CALGARY, Alberta, March 6 (Reuters) - The Canadian province of Alberta, the largest source of U.S. oil imports, said on Thursday it expects to post an operating surplus in the coming fiscal year on higher tax and resource revenue.
Doug Horner, the province’s finance minister, said in his budget for the 2014/2015 fiscal year that Alberta expects a C$2.6 billion ($2.4 billion) operating surplus on higher resource and tax revenue. It last pegged its operating surplus for the current fiscal year at C$1.2 billion.
Alberta, with a population of about 4 million is among Canada’s wealthiest provinces, with revenue from oil and gas, low unemployment and a rising population burnishing the government’s coffers.
“With more than 100,000 people moving to Alberta in the last year and no sign of slowing down, there are more Albertans paying personal income tax and corporate tax,” Horner said.
Tax revenue is set to rise to C$21.5 billion in the next fiscal year, up from an estimated C$20.04 billion in the current fiscal year that ends on March 31.
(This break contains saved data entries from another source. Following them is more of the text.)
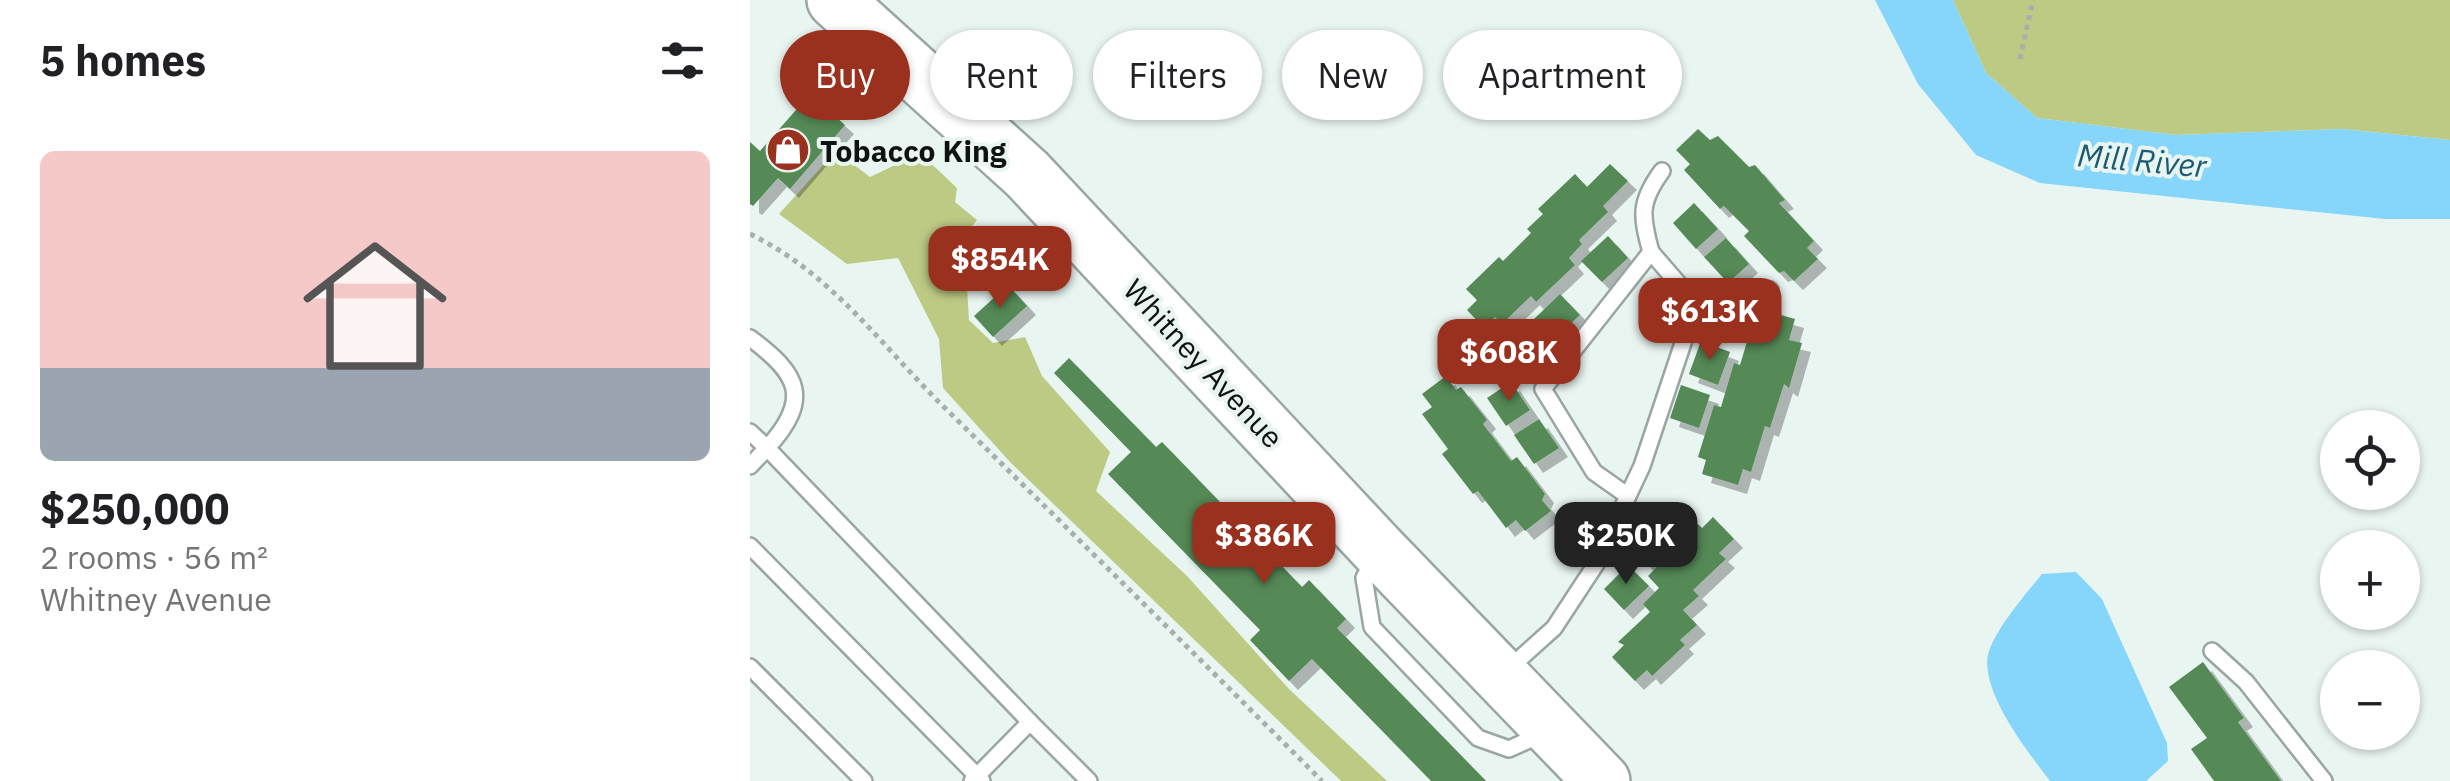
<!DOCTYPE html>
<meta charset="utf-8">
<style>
:root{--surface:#fff;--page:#f6f6f6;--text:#202124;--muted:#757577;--line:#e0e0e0;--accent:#9a301e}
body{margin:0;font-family:"IBM Plex Sans",sans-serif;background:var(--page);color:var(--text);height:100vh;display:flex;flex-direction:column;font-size:38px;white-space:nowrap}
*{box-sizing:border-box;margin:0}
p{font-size:32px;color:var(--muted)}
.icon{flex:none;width:55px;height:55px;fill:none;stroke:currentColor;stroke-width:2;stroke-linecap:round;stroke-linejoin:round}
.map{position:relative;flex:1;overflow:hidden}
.sheet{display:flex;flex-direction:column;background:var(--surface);width:750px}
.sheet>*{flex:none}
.hud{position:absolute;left:30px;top:30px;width:950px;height:90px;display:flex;gap:20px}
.controls{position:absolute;left:1570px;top:410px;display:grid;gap:20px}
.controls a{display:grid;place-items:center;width:100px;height:100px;border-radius:50%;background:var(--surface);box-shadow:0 2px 8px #0004;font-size:50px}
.price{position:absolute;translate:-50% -85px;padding:0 22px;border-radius:20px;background:var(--accent);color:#fff;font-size:32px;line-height:65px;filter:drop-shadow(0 2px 5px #0008)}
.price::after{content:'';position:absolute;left:50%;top:60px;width:30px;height:22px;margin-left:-15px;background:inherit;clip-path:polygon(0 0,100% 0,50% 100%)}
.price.active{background:#222;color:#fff}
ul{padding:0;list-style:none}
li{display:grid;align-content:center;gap:20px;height:530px;padding:0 40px}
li+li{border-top:2px solid var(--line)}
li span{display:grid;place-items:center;height:310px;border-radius:15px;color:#555}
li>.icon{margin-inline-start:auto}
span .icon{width:180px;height:180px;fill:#fffc;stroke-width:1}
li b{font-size:42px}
h2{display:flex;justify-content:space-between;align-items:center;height:120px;padding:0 40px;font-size:42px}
.chip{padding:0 35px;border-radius:45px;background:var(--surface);box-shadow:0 2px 8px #0004;font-size:35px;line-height:90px}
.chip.active{background:var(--accent);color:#fff}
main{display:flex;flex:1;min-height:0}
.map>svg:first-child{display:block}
.forest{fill:#bdca84}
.water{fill:#86d5fa}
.building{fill:#558957;filter:url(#shadow)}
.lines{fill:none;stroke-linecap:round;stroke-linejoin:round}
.lane-casing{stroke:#9aa6a2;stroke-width:20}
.highway-casing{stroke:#9aa6a2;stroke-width:60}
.path{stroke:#a7b0ad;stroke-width:5;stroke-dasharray:5 5;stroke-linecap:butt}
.lane{stroke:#fff;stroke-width:15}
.highway{stroke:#fff;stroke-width:55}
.labels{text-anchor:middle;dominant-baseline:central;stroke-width:8;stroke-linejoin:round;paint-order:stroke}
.poi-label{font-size:30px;font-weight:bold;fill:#0e1211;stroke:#e9f5f1;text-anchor:start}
.street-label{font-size:30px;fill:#0e1211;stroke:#e9f5f1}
.water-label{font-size:32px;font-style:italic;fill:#1d5b74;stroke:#e9f5f1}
</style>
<main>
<section class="sheet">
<h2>5 homes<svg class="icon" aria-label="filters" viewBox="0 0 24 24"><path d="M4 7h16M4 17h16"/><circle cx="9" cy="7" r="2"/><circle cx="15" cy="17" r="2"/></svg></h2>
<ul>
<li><span style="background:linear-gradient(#f6c9c9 70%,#9aa5b1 0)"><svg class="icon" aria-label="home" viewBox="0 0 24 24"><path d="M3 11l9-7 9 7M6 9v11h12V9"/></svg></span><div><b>$250,000</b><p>2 rooms · 56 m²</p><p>Whitney Avenue</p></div></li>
</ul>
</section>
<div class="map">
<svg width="1700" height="781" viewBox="0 0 1700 781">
<defs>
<filter id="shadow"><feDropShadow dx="9" dy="9" stdDeviation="0" flood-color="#0004"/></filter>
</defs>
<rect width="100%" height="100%" fill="#e9f5f1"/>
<!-- forest -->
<g class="forest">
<path d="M1203,0H1700V140L1592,129L1426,135L1287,118L1236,73Z"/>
<path d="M86,151L120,177L170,153L207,188L205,202L227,220L214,236L219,320L243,343L275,337L292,376L360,452L346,491L437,576L539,689L637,781H591L261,463L193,388L189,339L148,258L97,264L29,214Z"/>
</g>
<!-- water -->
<g class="water">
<path d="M1125,0H1203L1236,73L1287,118L1426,135L1592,129L1700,140V219H1635L1290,183L1226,155L1168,84Z"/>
<path d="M1326,572L1352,599L1417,743L1418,761L1396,781H1300C1278,752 1227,688 1239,651C1248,626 1275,595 1292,574Z"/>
</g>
<!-- building -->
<g class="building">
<path d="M60,94L95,125L40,189L28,178L3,206L0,204V142L10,151Z"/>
<path d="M948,129L960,140L968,136L999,167L1005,165L1035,200L1029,203L1064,241L1057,248L1068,259L1044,281L1034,271L1029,273L994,236L999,231L974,206L970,209L934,170L940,164L926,150Z"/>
<path d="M860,164L878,181L853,206L858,212L829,240L832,244L819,258L825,265L786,302L781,296L752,324L745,317L734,328L717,310L727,300L716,289L749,257L753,261L781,233L777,229L793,214L788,209L825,174L837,187Z"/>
<path d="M944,203L968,229L946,249L923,223Z"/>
<path d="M858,236L878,258L852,282L831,261Z"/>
<path d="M976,238L999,264L978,283L954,257Z"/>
<path d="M258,285L277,306L243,337L224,316Z"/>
<path d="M810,294L830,315L802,341L783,320Z"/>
<path d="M1014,310L1045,319L1039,340L1052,343L1039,388L1034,384L1020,428L1015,426L1001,472L993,469L988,485L952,474L956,460L948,457L964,405L971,407L984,363L990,365L1002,325H1010Z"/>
<path d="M951,341L980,352L968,385L939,374Z"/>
<path d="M319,358L406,447L412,442L552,587L559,580L596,619L587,628L736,781H681L562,659L539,681L500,640L510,630L358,474L381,452L304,373Z"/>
<path d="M696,376L706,390L711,387L737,420L733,424L761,461L767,457L795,494L792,500L801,511L775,531L766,520L756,528L728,491L723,494L692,454L698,449L672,414L682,407L672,394Z"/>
<path d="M761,382L780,410L756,426L737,398Z"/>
<path d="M931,385L960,395L949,428L920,418Z"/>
<path d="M789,419L809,448L784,464L764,435Z"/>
<path d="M963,517L984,539L969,553L976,559L943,590L949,596L933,610L947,625L930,640L935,645L902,676L897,670L885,681L862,657L874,645L868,642L900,612L893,604L909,588L898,576L948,524L952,528Z"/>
<path d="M899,520L920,541L897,564L876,544Z"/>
<path d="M878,565L899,586L874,610L854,589Z"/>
<path d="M1453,662L1494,718L1488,722L1531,781H1464L1441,749L1457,738L1419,687Z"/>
</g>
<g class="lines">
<!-- lane casing -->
<g class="lane-casing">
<g id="lane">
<path d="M901,252C891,216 889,202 912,171"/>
<path d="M946,304C970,313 998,301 1020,290"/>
<path d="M0,338C49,374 62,399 17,448L0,432"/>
<path d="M0,466L17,448L280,722L222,781"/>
<path d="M0,546L232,781"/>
<path d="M624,558L614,578L622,627L728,738L759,749L794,733"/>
<path d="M1462,651L1496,682L1574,781"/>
<path d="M0,667L114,781"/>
<path d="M756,671L804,628L846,564L892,466L946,304L901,252L793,389L844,472L878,496"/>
<path d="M280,722L339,781"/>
</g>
</g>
<!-- highway casing -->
<g class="highway-casing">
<path id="highway" d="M85,0L277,174L628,549L852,781"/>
</g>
<!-- path -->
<g class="path">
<path d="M1270,59L1283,0"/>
<path d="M0,234C83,274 133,348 198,411C323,534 448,657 572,781"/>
</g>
<!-- lane -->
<use href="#lane" class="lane"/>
<!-- highway -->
<use href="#highway" class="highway"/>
</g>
<!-- icons -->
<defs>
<g id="shop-disc" transform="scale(2.25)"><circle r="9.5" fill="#9a301e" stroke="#e9f5f1"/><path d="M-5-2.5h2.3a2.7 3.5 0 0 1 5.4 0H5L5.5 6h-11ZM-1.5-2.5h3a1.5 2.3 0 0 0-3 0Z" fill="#fff"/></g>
</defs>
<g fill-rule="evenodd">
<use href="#shop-disc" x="38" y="150"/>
</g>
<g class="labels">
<!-- poi labels -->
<g class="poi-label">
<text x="70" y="150">Tobacco King</text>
</g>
<!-- street labels -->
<g class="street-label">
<text transform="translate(454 363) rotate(47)">Whitney Avenue</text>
</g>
<!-- water labels -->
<g class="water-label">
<text transform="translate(1392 160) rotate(5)">Mill River</text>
</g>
</g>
</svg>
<div class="controls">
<a><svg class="icon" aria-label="locate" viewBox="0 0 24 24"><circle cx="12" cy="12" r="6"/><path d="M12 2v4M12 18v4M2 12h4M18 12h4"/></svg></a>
<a>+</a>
<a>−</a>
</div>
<b class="price" style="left:250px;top:311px">$854K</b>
<b class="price" style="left:960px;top:363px">$613K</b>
<b class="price" style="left:759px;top:404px">$608K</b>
<b class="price" style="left:514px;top:587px">$386K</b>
<b class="price active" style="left:876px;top:587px">$250K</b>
<div class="hud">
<a class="chip active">Buy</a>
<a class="chip">Rent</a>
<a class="chip">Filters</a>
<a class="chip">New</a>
<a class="chip">Apartment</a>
</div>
</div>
</main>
Resource revenue is also expected to climb to C$9.21 billion from C$8.63 billion, with the government forecasting an average oil price of $95.22 per barrel in the fiscal year, down from C$98.16 per barrel in its year-prior budget.
Spending is forecast at C$40.43 billion, down from C$42.35 billion in the current fiscal year, a figure boosted by C$3.55 billion spent on helping the province recover from devastating floods that swept through southern Alberta in June.
Capital spending, which is not included in the operating budget, will total C$6.6 billion in the coming fiscal year, with most of the money directed to roads, schools and health care.
There are no new taxes or tax increases in the budget, but the province expects to borrow C$4.9 billion for its capital programs.